IN a major policy speech last week, President Bush went beyond the question of simply ridding Iraq of its weapons of mass destruction. He began to define what a postwar Iraq might look like.
"A new regime in Iraq would serve as a dramatic and inspiring example of freedom for other nations in the region," he said.
Indeed it would - if the United States can somehow pull it off.
Mr. Bush added this idea of setting up Iraq as a model of Arab democracy to his list of reasons for ousting Saddam Hussein late in his preparations for war last year. And yet, to those who otherwise would support this preemptive venture, there's a need for the United States to first make clear how it would deal with the immense challenge of transforming a postwar, postdictatorship Iraq into a stable, thriving democracy.
The problem was well-defined after the 1991 Gulf War by then-Defense Secretary Dick Cheney, who was very wary at the time of the US going beyond liberating Kuwait to take over Iraq. He wondered, for instance, how much credibility a new Iraqi government would have if the US had a hand in setting it up. And how long would US forces need to stay to protect the new government?
So far, the Bush-Cheney administration has been largely secretive about what kind of transitional government it would bring to an occupied Iraq and about the long-term costs - in money and perhaps lives - of maintaining a force there. At the least, National Security Adviser Condoleezza Rice has said the US is "completely devoted" to reconstructing Iraq.

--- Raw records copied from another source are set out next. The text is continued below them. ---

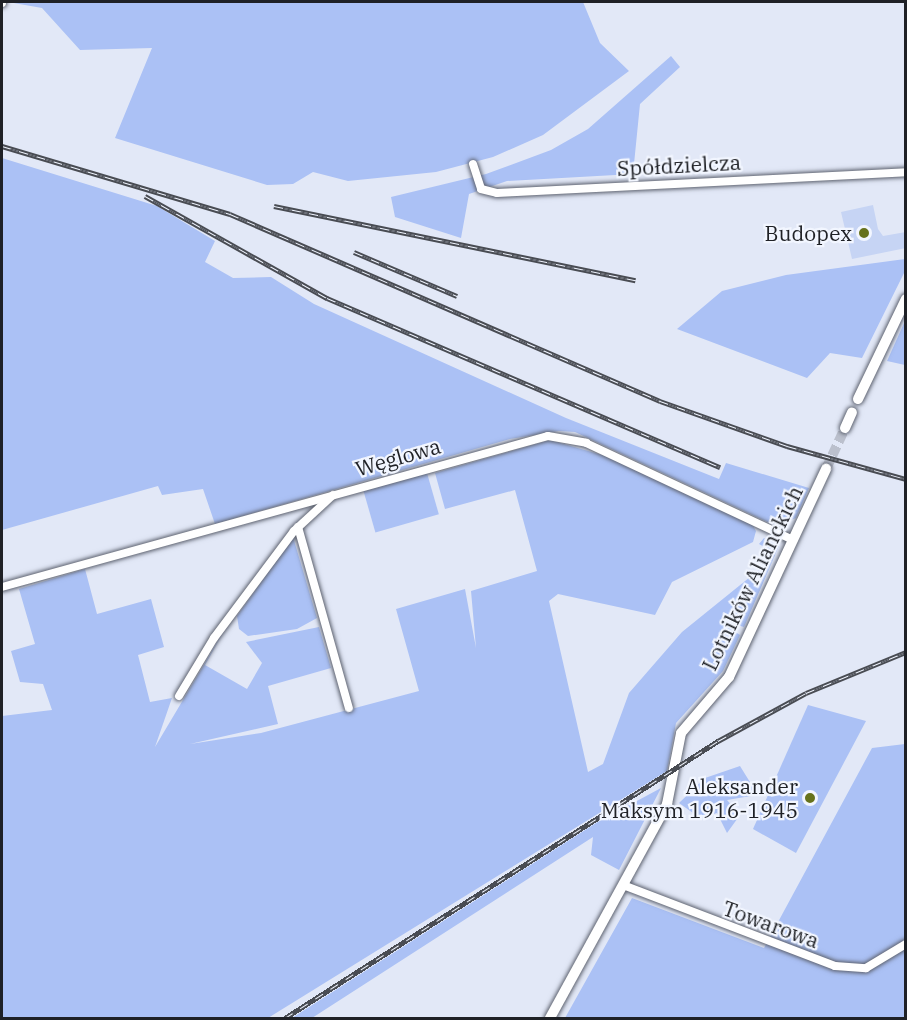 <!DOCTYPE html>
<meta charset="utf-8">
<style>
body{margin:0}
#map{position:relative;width:907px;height:1020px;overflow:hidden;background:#e2e8f7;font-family:"IBM Plex Serif",serif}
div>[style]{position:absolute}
.green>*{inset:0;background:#abc1f5;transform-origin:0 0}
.building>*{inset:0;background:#c6d4f4}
.secondary-tunnel>*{height:10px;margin-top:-5px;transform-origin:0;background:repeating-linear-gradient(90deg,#bbc0cd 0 10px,transparent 0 15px)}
.roads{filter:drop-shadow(0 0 2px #5e6370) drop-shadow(0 0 2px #5e6370)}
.street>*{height:8px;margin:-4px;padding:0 4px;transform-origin:4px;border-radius:4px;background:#fff}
.secondary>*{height:10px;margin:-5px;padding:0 5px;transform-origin:5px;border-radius:5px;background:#fff}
.rail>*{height:5px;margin-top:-2.5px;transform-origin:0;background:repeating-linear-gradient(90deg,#f2f6ff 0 9px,#494c53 0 18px);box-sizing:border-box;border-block:2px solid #494c53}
.dots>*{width:16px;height:16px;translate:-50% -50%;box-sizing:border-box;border:3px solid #f2f6ff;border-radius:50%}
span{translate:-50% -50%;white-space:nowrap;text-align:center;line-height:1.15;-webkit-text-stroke:4.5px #f2f6ff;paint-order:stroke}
.street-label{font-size:21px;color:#1f2126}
.poi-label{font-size:21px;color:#1f2126}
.right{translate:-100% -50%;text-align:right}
.frame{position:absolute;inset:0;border:3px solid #1f2126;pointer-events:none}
</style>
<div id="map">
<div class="green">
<div style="clip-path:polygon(8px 2px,583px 2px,600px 43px,629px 71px,543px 135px,493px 157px,436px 172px,348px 181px,313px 172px,293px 184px,267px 185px,115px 138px,152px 48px,80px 50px,42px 8px)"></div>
<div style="clip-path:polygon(671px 56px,680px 67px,640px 104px,633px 174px,507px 181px,469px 194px,461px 238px,395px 217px,391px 197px,486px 174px,551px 150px,588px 129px)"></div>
<div style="clip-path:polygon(2px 158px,157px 206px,215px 241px,205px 262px,233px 278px,271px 277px,314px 304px,566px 418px,719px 479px,726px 463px,809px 488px,796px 518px,776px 526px,575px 432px,559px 431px,510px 439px,215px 524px,203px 489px,162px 495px,158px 486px,2px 530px)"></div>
<div style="clip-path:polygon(905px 259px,905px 271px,862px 358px,830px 353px,807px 378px,677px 329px,722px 291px,786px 275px)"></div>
<div style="clip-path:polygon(905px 321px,906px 365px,905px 365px,887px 361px)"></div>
<div style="clip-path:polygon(550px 440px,609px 457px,752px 524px,756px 531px,753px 542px,672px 582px,655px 615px,558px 594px,549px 601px,588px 772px,603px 764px,629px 693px,682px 632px,765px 565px,772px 551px,759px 544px,764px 538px,779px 546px,744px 627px,737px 625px,734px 631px,740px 635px,723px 671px,676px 723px,667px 771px,268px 1018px,2px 1018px,2px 716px,52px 710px,43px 684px,20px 682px,11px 651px,35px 644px,19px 589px,85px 569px,97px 614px,151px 599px,164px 647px,138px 655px,150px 702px,172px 698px,155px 747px,227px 626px,205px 665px,247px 689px,262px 663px,246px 642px,319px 627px,331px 668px,268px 686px,278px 724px,190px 744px,261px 733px,419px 691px,396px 609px,465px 589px,476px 648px,471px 591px,537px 571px,515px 490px,445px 509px,435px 473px)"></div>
<div style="left:427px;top:473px;width:43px;height:66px;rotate:74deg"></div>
<div style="clip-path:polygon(293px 537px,317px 618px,297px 629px,248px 636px,239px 629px,237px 616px)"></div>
<div style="clip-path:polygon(808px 705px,866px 721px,796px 853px,753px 829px)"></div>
<div style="clip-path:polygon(905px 744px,905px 1018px,565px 1018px,632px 898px,764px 948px,872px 748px)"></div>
<div style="clip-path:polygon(740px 766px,753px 787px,751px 796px,727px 800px,740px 815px,727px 833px,717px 813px,700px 818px,679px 803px,705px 778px)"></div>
<div style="clip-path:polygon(661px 788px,619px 870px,591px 855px,593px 837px,312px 1018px,292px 1018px,596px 823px)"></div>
</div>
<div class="building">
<div style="clip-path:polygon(873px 205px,878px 229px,883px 236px,906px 232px,906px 248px,852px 259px,841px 212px)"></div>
</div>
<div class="secondary-tunnel">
<div style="left:826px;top:469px;width:45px;rotate:-65.1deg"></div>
</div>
<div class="roads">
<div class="street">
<div style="left:2px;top:3px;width:1px;rotate:-90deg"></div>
<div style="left:473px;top:164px;width:26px;rotate:72deg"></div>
<div style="left:481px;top:189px;width:16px;rotate:14deg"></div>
<div style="left:497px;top:193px;width:410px;rotate:-2.9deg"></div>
<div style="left:298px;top:527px;width:188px;rotate:74.3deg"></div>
<div style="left:2px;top:587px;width:566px;rotate:-15.46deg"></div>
<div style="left:548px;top:436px;width:39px;rotate:10deg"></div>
<div style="left:586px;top:443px;width:229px;rotate:25.1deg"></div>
<div style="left:179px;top:696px;width:68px;rotate:-58.9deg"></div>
<div style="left:214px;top:638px;width:134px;rotate:-53.2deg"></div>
<div style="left:294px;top:531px;width:53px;rotate:-42.7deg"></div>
<div style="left:623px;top:885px;width:227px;rotate:20.9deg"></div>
<div style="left:835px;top:966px;width:31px;rotate:4deg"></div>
<div style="left:866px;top:968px;width:47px;rotate:-31deg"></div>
</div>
<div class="secondary">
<div style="left:858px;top:399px;width:111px;rotate:-64.4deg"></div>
<div style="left:845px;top:428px;width:17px;rotate:-66deg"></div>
<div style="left:550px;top:1018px;width:244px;rotate:-61.3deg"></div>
<div style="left:667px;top:804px;width:72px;rotate:-78.8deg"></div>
<div style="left:681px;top:733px;width:74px;rotate:-49.4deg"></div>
<div style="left:729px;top:677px;width:230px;rotate:-65deg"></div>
</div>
</div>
<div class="rail">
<div style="left:2px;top:146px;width:238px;rotate:16.6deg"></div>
<div style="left:230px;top:214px;width:469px;rotate:23.5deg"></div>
<div style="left:660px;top:401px;width:135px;rotate:19.5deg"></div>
<div style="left:787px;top:446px;width:123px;rotate:15.5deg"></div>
<div style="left:145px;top:196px;width:209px;rotate:29.3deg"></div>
<div style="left:327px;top:298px;width:428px;rotate:23.3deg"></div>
<div style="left:274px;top:206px;width:369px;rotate:11.6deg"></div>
<div style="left:354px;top:252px;width:112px;rotate:23.1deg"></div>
<div style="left:285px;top:1018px;width:514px;rotate:-32.61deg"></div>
<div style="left:718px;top:741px;width:100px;rotate:-28.6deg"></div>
<div style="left:806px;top:693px;width:108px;rotate:-22.3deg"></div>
</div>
<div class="dots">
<div style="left:864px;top:233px;background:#66721c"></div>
<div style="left:810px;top:798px;background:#66721c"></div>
</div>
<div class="street-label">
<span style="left:679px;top:165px;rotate:-3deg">Spółdzielcza</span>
<span style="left:398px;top:457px;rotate:-16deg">Węglowa</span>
<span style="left:752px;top:578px;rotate:-64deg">Lotników Alianckich</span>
<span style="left:771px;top:924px;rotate:20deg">Towarowa</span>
</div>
<div class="poi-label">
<span class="right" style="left:852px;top:233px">Budopex</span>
<span class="right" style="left:798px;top:798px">Aleksander<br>Maksym 1916-1945</span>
</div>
<div class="frame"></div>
</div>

That official hesitancy to reveal many details may be due to the complexity of the Iraqi state. It has a long history of internal strife. Like the state formerly known as Yugoslavia, it was an artificial creation following World War I. Saddam Hussein's regime, based in the Sunni Arab community, has waged war on both Shiite Arabs in the south and Kurds in the north.
Bush says it is for the Iraqi people to decide the precise form of a new government. But it will require some US incentives, if not pressure - as was done in Bosnia and Afghanistan - to create the process for that to happen.

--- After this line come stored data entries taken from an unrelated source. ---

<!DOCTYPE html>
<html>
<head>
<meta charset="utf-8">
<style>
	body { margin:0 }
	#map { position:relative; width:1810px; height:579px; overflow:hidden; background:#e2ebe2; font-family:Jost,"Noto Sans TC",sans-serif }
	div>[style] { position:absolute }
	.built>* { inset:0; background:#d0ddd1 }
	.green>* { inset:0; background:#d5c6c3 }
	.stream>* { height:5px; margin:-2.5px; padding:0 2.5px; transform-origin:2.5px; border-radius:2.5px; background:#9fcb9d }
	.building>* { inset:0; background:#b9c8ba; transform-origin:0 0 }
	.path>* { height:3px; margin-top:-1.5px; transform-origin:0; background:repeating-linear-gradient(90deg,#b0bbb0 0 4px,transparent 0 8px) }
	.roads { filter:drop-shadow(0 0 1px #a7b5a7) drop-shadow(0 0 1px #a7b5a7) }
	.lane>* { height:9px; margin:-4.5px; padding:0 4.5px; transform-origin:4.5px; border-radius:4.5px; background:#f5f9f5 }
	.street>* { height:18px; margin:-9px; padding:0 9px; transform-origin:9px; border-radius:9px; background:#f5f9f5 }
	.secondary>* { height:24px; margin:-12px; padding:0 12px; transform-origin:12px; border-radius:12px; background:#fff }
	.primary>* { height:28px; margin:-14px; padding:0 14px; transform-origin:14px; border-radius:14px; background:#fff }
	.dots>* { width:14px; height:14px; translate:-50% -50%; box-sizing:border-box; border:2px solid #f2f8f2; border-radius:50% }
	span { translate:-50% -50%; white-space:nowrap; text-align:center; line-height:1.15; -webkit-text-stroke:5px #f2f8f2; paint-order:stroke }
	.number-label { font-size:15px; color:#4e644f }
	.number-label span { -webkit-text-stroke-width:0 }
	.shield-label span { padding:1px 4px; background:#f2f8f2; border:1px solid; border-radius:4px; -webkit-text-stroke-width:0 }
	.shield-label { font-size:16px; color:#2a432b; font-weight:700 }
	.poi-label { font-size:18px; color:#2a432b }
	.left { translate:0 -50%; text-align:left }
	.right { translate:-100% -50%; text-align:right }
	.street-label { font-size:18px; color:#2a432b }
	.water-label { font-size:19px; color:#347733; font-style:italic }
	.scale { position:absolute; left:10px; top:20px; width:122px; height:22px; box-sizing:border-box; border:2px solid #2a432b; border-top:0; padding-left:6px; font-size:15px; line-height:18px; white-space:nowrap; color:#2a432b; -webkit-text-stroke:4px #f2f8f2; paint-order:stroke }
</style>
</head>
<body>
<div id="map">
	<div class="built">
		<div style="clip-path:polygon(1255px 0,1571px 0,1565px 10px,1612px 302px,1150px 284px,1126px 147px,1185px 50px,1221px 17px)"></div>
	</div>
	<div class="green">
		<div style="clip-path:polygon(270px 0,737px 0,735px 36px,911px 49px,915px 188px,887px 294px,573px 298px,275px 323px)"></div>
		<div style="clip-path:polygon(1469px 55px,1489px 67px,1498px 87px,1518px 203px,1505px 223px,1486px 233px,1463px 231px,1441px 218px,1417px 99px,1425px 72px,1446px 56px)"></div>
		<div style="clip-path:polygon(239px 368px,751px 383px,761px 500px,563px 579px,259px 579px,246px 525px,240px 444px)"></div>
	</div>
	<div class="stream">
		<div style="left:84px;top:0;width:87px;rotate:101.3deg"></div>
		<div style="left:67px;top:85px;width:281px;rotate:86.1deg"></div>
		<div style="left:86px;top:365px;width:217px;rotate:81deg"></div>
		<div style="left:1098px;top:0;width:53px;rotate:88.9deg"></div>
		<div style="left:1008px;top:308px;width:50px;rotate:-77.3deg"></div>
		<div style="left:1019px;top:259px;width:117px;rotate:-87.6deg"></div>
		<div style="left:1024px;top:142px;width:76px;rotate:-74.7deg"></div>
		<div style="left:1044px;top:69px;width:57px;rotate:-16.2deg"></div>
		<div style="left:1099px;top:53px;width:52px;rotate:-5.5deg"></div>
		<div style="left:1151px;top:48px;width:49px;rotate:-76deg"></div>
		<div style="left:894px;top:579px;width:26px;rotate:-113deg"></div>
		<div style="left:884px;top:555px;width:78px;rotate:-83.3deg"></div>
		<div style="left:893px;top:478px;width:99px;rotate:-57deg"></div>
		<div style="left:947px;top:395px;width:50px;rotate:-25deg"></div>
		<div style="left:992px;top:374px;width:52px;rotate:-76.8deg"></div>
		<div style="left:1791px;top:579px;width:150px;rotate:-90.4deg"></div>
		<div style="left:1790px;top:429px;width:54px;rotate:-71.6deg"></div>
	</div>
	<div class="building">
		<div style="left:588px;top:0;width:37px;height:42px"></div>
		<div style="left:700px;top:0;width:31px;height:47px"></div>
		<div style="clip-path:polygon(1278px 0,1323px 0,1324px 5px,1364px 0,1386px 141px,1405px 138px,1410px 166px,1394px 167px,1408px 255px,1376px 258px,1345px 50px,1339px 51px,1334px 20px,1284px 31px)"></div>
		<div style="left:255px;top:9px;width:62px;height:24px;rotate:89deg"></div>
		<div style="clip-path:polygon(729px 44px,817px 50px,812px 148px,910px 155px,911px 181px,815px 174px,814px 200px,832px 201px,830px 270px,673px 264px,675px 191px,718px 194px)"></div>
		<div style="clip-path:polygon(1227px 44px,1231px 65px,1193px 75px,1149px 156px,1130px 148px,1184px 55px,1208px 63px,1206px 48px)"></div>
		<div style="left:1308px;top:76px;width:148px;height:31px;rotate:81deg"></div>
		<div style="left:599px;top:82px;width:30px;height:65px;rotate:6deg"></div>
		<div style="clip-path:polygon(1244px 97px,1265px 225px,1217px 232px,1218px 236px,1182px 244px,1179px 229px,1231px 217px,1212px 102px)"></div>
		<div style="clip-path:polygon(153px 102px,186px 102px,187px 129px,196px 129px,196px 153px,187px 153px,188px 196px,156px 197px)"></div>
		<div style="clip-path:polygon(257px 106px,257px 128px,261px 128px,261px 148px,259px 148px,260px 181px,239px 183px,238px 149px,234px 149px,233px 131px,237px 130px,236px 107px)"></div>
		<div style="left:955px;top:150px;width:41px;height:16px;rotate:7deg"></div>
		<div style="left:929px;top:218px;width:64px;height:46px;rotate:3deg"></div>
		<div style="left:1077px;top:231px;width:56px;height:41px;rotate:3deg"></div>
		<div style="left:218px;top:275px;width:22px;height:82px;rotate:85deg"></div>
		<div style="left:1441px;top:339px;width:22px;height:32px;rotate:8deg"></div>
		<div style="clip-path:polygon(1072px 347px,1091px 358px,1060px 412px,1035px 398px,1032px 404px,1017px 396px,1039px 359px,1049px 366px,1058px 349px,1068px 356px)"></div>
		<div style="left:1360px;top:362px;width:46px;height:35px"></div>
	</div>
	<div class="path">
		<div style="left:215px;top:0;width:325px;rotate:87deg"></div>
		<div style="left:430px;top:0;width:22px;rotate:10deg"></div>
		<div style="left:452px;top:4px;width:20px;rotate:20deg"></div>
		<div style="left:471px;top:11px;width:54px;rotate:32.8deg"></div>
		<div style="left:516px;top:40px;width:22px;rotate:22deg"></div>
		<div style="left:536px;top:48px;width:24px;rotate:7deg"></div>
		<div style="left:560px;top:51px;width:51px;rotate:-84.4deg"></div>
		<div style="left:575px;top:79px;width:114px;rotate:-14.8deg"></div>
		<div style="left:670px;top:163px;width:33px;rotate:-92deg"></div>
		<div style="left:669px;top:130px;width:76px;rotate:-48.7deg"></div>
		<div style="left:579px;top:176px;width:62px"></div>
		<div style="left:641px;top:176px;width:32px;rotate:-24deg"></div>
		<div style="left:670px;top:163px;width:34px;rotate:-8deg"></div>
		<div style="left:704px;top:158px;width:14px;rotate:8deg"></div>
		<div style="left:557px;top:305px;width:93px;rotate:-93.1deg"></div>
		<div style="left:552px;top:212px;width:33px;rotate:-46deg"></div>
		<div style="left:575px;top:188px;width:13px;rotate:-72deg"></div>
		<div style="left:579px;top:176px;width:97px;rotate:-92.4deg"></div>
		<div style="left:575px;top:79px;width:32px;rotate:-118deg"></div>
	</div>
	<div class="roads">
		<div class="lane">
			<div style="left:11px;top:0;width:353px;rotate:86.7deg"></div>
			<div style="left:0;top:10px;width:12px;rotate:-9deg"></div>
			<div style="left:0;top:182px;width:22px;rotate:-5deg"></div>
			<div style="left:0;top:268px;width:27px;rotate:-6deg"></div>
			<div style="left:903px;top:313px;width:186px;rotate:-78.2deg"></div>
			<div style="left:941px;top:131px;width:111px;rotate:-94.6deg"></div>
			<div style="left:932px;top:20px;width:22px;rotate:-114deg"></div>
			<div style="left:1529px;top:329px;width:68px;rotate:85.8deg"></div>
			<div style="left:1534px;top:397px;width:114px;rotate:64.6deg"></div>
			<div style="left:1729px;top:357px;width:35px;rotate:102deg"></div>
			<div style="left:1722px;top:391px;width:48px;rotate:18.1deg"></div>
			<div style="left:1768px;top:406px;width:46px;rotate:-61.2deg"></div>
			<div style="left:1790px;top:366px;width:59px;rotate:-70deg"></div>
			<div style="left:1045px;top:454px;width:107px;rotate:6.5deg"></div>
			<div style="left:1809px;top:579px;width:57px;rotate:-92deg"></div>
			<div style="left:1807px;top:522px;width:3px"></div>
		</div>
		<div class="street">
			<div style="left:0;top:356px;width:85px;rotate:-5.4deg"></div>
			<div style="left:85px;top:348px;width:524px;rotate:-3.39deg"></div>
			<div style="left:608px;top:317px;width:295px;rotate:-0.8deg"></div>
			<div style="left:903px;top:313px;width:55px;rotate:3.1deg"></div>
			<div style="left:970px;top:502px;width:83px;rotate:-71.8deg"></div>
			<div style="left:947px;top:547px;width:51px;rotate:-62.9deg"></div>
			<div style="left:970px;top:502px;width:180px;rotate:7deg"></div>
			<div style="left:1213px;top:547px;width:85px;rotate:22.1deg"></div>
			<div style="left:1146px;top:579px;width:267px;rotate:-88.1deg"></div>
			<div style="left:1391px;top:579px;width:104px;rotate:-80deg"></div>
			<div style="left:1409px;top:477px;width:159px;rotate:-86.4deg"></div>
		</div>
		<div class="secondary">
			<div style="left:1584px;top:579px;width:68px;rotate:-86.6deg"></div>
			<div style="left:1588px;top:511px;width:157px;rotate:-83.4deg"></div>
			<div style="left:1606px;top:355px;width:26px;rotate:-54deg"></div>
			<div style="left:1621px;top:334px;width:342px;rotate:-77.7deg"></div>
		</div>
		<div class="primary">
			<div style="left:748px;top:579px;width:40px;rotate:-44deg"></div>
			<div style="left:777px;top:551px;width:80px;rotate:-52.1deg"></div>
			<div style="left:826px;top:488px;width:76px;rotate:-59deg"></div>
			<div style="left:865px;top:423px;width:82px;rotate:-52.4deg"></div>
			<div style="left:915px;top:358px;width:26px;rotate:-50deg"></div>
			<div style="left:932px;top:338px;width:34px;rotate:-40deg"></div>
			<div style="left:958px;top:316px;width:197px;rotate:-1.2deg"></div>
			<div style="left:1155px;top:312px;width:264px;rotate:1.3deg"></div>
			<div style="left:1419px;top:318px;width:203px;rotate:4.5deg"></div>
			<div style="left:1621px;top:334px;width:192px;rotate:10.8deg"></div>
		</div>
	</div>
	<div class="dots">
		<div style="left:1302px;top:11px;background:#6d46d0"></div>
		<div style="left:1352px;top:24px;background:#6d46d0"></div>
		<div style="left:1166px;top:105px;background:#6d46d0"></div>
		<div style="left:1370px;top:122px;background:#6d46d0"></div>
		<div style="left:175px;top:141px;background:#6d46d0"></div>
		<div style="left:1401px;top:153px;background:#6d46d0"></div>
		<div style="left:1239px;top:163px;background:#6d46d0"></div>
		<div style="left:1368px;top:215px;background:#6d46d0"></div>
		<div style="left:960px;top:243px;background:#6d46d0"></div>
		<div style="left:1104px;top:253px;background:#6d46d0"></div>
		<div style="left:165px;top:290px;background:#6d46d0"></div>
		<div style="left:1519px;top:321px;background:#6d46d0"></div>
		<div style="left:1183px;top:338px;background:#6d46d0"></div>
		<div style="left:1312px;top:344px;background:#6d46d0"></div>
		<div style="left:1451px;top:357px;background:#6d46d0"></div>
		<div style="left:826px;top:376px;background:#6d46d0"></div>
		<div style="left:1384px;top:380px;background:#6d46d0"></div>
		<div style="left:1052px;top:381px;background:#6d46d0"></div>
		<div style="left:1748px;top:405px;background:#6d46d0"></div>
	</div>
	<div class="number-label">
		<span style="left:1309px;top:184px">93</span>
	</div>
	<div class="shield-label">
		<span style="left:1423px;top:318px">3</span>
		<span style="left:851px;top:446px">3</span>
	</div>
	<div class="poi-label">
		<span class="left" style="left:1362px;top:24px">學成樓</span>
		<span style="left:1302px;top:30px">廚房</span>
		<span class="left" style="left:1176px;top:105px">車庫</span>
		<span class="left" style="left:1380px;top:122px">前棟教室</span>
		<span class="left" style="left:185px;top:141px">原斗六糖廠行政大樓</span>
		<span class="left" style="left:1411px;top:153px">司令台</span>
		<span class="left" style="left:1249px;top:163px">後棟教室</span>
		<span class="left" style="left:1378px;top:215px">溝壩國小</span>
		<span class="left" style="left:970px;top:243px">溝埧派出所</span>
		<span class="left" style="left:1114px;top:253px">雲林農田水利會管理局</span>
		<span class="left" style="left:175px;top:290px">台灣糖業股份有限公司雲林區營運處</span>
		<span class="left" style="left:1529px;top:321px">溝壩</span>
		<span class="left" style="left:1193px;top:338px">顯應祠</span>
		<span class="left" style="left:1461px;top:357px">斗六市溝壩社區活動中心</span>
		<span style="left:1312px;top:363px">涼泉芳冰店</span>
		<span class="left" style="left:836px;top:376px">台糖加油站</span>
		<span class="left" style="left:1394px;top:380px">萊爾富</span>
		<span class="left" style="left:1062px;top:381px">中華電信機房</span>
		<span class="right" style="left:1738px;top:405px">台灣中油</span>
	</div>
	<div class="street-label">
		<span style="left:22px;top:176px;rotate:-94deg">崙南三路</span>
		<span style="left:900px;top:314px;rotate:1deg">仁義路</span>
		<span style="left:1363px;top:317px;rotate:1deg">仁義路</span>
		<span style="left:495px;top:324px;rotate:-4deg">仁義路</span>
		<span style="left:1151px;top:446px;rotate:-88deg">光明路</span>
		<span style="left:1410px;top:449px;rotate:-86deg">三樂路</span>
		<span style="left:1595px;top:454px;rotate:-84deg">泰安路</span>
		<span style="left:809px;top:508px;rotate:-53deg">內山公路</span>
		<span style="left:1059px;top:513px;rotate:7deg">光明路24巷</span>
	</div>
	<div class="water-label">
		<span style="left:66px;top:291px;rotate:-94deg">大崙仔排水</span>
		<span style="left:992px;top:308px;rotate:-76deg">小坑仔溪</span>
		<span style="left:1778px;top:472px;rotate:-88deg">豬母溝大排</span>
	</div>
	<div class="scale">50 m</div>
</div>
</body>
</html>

A first step will be to find Iraqis who can be leaders under a US military governor that the Bush administration has apparently decided to install. Given the fractiousness of the Iraqi opposition outside the country, it's not clear there's a single figure Iraqis can rally around in the way Afghans accepted the evenhanded Hamid Karzai as president after holding a traditional tribal council.
Iraqis then must decide how to organize their country to prevent it from splitting up. Each ethnic and religious group must believe it has a stake in a united Iraq. Some have floated the idea of "cantonization," a sort of Arab Switzerland, as a model. The Swiss have proved such a federal model can work - for the Swiss. The danger would be if it ends up as a Lebanon - a unitary state where war often broke out among various religious groups.
Both the Afghanistan and Bosnia experiences show how difficult the task can be. Historic rivalries continue to hinder attempts to strengthen the central government.
In Afghanistan, the failure to deploy peacekeeping forces outside Kabul was a serious mistake. Whether the US has learned that lesson is open to question. That's what makes so intriguing the public dispute between Army Chief of Staff Eric Shinseki and Deputy Defense Secretary Paul Wolfowitz over how many US troops will be needed over the near term while the Iraqis work through the process. The general says hundreds of thousands. The deputy secretary says no more than the 100,000 or so currently planned for reconstruction efforts.
In either case, building a democratic Iraq is not a five-year program. Americans should prepare themselves for a long, hard haul. Getting rid of the Hussein regime could prove to be the easiest part.
Even if liberals can be found to run a free Iraq, they may face the same kind of internal dissent other Arab states face: Islamic movements that can challenge their power by feeding off public resentment toward Israel's occupation of the West Bank and Gaza Strip.
As Bush promised in the same speech, the US must also work harder to bring both Israeli and Palestinian leaders to a peace settlement soon.